Definitions of stress

Lagrangian description of the Cauchy stress $\mathbf{T}^\mathrm{L}$

$\mathrm{d}\mathbf{f}^\mathrm{L} = \hat{\mathbf{n}}^t \mathrm{d}\Sigma^t \, \mathbf{T}^\mathrm{L} \quad \text{ or } \quad \mathrm{d}f^\mathrm{L}_I = n^t_j \, \mathrm{d}\Sigma^t \, T^\mathrm{L}_{jI}$

Eulerian description of the Cauchy stress $\mathbf{T}^\mathrm{E}$

$\mathrm{d}\mathbf{f}^\mathrm{E} = \hat{\mathbf{n}}^t \mathrm{d}\Sigma^t \, \mathbf{T}^\mathrm{E} \quad \text{ or } \quad \mathrm{d}f^\mathrm{E}_i = n^t_j \, \mathrm{d}\Sigma^t \, T^\mathrm{E}_{ji}$

First Piola-Kirchhoff stress $\mathbf{T}^\mathrm{PK}$

$\mathrm{d}\mathbf{f}^\mathrm{E} = \hat{\mathbf{n}}^0 \mathrm{d}\Sigma^0 \, \mathbf{T}^\mathrm{PK} \quad \text{ or } \quad \mathrm{d}f^\mathrm{E}_i = n^0_J \, \mathrm{d}\Sigma^0 \, T^\mathrm{PK}_{Ji}$

Second Piola-Kirchhoff stress $\mathbf{T}^\mathrm{SK}$

$\mathrm{d}\mathbf{f}^\mathrm{L} = \hat{\mathbf{n}}^0 \mathrm{d}\Sigma^0 \, \mathbf{T}^\mathrm{SK} \quad \text{ or } \quad \mathrm{d}f^\mathrm{L}_I = n^0_J \, \mathrm{d}\Sigma^0 \, T^\mathrm{SK}_{JI}$

Relations between the three definitions of stress

Because of the deformation relations, the relations between these definitions can be given.

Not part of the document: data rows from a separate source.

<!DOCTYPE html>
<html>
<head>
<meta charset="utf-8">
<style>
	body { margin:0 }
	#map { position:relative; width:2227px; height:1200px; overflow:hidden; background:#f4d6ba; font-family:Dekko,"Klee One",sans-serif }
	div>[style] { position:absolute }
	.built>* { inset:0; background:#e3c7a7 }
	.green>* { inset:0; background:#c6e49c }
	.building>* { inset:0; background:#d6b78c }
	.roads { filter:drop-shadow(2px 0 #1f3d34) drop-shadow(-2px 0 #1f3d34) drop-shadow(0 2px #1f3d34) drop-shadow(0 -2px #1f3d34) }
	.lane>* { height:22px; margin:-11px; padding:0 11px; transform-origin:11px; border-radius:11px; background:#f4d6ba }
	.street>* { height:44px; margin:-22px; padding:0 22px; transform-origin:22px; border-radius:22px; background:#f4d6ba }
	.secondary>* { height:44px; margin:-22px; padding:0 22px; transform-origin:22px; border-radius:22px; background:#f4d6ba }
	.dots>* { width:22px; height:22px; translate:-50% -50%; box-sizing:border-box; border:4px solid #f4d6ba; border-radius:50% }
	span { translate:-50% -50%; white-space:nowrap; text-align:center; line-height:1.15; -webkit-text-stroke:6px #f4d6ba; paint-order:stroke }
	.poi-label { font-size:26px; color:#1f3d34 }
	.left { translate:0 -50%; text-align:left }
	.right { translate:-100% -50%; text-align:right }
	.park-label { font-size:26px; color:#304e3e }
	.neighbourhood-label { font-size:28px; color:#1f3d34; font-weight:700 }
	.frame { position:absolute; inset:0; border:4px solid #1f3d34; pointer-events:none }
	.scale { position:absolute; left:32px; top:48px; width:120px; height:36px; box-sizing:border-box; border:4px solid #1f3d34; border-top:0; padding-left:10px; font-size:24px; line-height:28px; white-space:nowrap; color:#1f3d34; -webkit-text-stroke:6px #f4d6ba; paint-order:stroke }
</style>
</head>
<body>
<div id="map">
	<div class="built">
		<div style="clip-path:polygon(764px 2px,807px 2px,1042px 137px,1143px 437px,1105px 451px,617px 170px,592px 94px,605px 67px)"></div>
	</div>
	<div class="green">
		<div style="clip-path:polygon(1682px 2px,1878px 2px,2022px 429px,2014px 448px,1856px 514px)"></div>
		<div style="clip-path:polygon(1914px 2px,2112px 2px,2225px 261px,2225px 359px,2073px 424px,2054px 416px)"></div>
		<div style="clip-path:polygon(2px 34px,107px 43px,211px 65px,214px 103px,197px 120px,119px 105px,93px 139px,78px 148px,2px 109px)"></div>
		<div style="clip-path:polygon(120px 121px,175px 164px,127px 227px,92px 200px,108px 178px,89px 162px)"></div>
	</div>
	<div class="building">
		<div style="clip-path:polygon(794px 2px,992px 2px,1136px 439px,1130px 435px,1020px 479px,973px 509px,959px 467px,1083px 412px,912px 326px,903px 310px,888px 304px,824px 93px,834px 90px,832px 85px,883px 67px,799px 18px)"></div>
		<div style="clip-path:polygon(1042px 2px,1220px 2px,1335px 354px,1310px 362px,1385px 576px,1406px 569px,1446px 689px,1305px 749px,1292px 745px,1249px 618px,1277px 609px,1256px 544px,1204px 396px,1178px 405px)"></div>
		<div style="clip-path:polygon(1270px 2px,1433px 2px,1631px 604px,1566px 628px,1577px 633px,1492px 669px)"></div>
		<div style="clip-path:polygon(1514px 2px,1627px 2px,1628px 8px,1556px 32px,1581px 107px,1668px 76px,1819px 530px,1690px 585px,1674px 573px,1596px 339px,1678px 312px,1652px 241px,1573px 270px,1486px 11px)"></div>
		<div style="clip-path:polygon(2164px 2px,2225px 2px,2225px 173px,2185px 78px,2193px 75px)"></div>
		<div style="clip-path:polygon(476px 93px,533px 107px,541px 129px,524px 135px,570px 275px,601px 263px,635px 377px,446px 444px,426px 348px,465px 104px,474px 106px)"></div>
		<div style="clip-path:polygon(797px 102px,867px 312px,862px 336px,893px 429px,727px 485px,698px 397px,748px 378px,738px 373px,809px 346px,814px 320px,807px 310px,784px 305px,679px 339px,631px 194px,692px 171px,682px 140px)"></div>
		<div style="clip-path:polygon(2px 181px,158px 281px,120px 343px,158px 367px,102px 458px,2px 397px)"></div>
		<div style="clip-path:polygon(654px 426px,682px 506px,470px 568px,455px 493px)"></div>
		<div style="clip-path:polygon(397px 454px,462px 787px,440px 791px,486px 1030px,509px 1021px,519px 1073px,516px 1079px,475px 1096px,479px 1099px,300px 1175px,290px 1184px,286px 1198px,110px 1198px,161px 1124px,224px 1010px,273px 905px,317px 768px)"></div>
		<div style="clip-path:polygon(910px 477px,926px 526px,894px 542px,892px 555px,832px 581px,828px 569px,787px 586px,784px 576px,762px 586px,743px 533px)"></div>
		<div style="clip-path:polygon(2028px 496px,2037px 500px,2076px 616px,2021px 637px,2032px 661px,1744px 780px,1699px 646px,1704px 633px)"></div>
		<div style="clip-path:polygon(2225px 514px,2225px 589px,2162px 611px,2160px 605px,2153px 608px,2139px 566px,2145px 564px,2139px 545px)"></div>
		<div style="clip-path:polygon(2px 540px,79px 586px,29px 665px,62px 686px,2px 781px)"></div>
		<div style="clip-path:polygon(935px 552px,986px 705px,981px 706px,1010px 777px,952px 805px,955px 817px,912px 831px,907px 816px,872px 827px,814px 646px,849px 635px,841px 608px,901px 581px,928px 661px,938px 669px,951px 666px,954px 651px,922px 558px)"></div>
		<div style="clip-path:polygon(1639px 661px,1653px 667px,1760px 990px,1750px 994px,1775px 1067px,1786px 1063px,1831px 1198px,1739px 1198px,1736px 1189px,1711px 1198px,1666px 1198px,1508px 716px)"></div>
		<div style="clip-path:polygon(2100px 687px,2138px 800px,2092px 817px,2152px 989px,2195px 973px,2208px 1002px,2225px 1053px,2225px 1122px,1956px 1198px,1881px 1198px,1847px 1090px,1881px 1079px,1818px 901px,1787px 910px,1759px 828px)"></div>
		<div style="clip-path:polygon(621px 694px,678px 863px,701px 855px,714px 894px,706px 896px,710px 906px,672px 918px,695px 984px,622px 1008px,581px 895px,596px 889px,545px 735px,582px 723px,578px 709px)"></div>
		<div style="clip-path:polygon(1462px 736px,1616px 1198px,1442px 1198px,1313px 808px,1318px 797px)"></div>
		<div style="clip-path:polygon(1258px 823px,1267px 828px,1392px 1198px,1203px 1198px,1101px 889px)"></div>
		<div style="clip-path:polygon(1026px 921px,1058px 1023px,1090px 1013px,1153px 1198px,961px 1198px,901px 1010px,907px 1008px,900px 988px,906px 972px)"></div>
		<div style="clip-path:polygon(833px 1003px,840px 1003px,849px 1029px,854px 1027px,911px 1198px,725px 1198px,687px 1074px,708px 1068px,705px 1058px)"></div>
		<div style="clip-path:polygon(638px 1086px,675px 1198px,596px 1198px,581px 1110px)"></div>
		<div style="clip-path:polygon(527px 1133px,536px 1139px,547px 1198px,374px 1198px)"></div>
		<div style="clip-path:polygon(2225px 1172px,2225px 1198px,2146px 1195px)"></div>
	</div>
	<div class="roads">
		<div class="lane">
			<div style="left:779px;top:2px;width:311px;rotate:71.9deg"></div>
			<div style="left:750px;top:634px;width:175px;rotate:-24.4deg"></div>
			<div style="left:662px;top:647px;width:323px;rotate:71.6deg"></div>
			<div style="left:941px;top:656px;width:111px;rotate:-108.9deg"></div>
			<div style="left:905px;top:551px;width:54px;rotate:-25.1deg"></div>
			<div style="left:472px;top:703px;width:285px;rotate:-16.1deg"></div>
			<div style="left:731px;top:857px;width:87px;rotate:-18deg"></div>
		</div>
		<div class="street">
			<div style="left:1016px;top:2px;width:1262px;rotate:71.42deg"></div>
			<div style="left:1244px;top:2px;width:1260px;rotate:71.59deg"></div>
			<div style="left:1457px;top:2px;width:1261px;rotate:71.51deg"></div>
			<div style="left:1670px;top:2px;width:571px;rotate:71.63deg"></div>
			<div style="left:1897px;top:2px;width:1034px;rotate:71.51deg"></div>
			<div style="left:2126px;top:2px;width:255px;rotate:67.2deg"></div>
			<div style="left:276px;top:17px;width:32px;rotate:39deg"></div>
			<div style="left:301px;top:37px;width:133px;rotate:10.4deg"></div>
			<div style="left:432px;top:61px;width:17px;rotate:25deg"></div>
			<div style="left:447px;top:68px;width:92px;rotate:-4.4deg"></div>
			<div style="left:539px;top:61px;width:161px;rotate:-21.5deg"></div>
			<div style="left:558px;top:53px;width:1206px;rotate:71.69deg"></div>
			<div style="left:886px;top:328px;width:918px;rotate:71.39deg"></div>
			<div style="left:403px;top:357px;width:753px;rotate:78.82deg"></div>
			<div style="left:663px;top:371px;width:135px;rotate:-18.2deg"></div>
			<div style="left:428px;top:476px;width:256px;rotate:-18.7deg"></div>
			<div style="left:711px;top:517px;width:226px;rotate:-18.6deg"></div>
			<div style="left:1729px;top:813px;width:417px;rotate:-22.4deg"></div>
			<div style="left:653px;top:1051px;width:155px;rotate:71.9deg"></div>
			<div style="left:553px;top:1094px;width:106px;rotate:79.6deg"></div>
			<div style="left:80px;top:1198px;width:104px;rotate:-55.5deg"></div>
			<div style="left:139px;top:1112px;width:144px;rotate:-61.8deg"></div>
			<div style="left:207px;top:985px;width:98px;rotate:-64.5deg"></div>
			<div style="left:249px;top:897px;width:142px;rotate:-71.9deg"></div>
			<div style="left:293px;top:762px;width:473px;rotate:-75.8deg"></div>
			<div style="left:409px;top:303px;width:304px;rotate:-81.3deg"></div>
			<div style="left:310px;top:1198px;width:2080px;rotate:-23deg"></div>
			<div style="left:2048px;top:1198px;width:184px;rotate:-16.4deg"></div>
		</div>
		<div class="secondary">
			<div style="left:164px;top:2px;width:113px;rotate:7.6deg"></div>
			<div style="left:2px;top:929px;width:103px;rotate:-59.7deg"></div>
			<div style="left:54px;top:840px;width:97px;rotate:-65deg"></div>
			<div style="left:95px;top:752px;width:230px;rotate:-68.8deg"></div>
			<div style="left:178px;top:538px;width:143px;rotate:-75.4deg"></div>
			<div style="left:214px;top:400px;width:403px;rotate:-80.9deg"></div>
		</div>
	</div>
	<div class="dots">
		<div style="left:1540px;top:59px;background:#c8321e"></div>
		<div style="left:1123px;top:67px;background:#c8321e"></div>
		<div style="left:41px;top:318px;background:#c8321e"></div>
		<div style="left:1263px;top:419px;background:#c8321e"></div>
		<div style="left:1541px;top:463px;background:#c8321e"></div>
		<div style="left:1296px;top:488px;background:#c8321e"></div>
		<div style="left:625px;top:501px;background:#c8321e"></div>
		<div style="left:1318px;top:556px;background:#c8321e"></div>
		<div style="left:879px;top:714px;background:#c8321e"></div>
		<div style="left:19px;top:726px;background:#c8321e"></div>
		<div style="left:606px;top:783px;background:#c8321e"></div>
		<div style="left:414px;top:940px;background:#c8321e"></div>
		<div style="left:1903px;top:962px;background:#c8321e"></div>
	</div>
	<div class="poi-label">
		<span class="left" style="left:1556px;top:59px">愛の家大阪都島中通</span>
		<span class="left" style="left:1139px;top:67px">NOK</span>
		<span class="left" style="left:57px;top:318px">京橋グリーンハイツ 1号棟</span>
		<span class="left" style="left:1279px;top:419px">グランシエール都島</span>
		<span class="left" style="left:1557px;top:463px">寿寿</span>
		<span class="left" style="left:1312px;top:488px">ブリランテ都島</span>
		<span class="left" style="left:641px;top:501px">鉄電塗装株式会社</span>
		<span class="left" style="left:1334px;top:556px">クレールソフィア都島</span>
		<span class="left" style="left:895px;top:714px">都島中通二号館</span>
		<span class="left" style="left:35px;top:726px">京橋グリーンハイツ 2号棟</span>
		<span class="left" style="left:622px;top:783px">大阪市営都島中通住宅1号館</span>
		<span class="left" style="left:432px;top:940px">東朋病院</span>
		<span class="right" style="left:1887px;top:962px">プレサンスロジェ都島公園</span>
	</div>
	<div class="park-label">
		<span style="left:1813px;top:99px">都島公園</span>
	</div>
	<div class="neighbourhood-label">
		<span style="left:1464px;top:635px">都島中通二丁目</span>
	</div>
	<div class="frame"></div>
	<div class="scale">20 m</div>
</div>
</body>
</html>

Comparison with Birch (1947)

In Birch (1947), Eq. (10) is actually Cauchy stress with this respect, because $\rho = J^{-1}\rho_0$ , $\partial a_p / \partial x_r = F_{iI}$

$T_{rs} = \rho\frac{\partial\phi}{\partial \eta_{pq}} \frac{\partial a_p}{\partial x_r} \frac{\partial a_q}{\partial x_s} \quad \to \quad T_{ij}^\mathrm{L} = J^{-1} \rho_0\frac{\partial\phi}{\partial E_{IJ}} F^I_i F^J_j \quad \text{or} \quad \mathbf{T}^\mathrm{L} = J^{-1} \mathbf{F}\mathbf{T}^\mathrm{SK}\mathbf{F}^\mathrm{T}$

And Dahlen & Tromp (1998) usually focuses on $\mathbf{T}^\mathrm{SK}$ and $\rho_0\partial\phi/\partial E_{IJ}$ .

Reference

Birch, F., 1947. Finite Elastic Strain of Cubic Crystals. Phys. Rev. 71, 809–824. https://doi.org/10.1103/PhysRev.71.809
Dahlen, F.A., Tromp, J., 1998. Theoretical Global Seismology. Princeton University Press.